Risco de seca no rio Paraguai “é imenso, o indicativo é fortíssimo”, diz ambientalista, mas cientista observa que faltam estudos precisos e seca se deve a um conjunto de fatores e não apenas falta de chuva
As projeções de seca severa na Bacia do Alto Paraguai são preocupantes, segundo pesquisadores e ambientalistas. Para o diretor do Instituto Agwa, Nelson Araújo Filho, o baixo nível do rio Paraguai e seus afluentes é um indicativo muito forte, o prenúncio de uma das piores secas. “Só se acontecer um milagre, do contrário, será uma seca sem precedente”.
Segundo o ambientalista, a seca não deve afetar o Pantanal como um todo, apenas algumas regiões na bacia hidrográfica. O baixo nível do rio Paraguai e dos rios Miranda, Aquidauana e Negro tem impacto ambiental e econômico, já que muitas atividades que dependem do transporte fluvial começam a ser afetadas.
O impacto nas exportações de minério de ferro e grãos pela Hidrovia Paraguai-Paraná preocupa também o Paraguai e Bolívia, que fazem parte da Bacia do Alto Paraguai.
Há notícias não confirmadas oficialmente de que as últimas chuvas de janeiro, em ponto específico no Pantanal, segundo morador da região do Abobral, registraram acumulado de 500mm, mas esse volume de água é insuficiente para subida de nível. Segundo Nelson Araújo, em períodos normais, o rio poderia subir com as águas da cheia em Cáceres (MT), que chegariam em março, mas tanto lá como no Pantanal de MS o rio Paraguai está com baixo nível.
“Para essa época o normal seria 4,2 metros em Cáceres, mas o nível está abaixo de dois metros, um pouco mais de 1 metro e meio. No Pantanal de Aquidauana o nível está abaixo de um metro”, compara o diretor do Instituto Agwa.

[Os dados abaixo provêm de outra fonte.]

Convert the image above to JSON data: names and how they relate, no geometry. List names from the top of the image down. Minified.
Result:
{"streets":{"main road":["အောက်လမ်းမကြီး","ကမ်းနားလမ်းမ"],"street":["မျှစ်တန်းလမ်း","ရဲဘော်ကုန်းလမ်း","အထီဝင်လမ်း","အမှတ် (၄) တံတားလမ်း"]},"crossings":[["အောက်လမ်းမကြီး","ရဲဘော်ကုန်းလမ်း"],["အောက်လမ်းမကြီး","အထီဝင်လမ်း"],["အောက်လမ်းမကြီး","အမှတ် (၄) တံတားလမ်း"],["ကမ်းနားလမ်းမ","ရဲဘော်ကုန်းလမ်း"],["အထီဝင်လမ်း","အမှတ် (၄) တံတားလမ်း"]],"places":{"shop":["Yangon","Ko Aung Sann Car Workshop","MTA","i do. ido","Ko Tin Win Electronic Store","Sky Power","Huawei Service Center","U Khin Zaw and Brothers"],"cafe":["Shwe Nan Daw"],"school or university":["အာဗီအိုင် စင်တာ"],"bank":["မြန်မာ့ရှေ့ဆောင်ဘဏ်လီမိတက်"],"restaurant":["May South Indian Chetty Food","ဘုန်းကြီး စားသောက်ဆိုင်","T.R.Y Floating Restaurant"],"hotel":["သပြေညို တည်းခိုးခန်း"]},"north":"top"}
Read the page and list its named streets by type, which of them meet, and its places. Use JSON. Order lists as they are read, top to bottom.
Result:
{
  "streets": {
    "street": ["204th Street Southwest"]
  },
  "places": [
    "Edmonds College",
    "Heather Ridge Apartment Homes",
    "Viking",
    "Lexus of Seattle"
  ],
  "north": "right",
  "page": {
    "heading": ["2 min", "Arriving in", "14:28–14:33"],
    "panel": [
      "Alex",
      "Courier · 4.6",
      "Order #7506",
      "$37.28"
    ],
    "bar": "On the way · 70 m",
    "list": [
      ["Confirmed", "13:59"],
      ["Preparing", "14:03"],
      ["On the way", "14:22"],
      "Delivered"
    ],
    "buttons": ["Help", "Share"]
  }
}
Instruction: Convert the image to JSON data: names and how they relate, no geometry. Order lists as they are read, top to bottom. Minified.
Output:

Há um conjunto de fatores para escassez de água, afirma cientista da UFMS
De acordo com o cientista Fábio Veríssimo Gonçalves, Doutor em Hidráulica pelo Instituto Superior Técnico de Lisboa e docente da Faculdade de Engenharias, Arquitetura e Urbanismo e Geografia da UFMS, a diminuição do volume de água no rio Paraguai não é uma consequência apenas da falta de chuvas. “Há um conjunto de fatores que levam a essa redução do nível. Seca, assoreamento, redução de vazão dos afluentes… Muita coisa ao mesmo tempo”.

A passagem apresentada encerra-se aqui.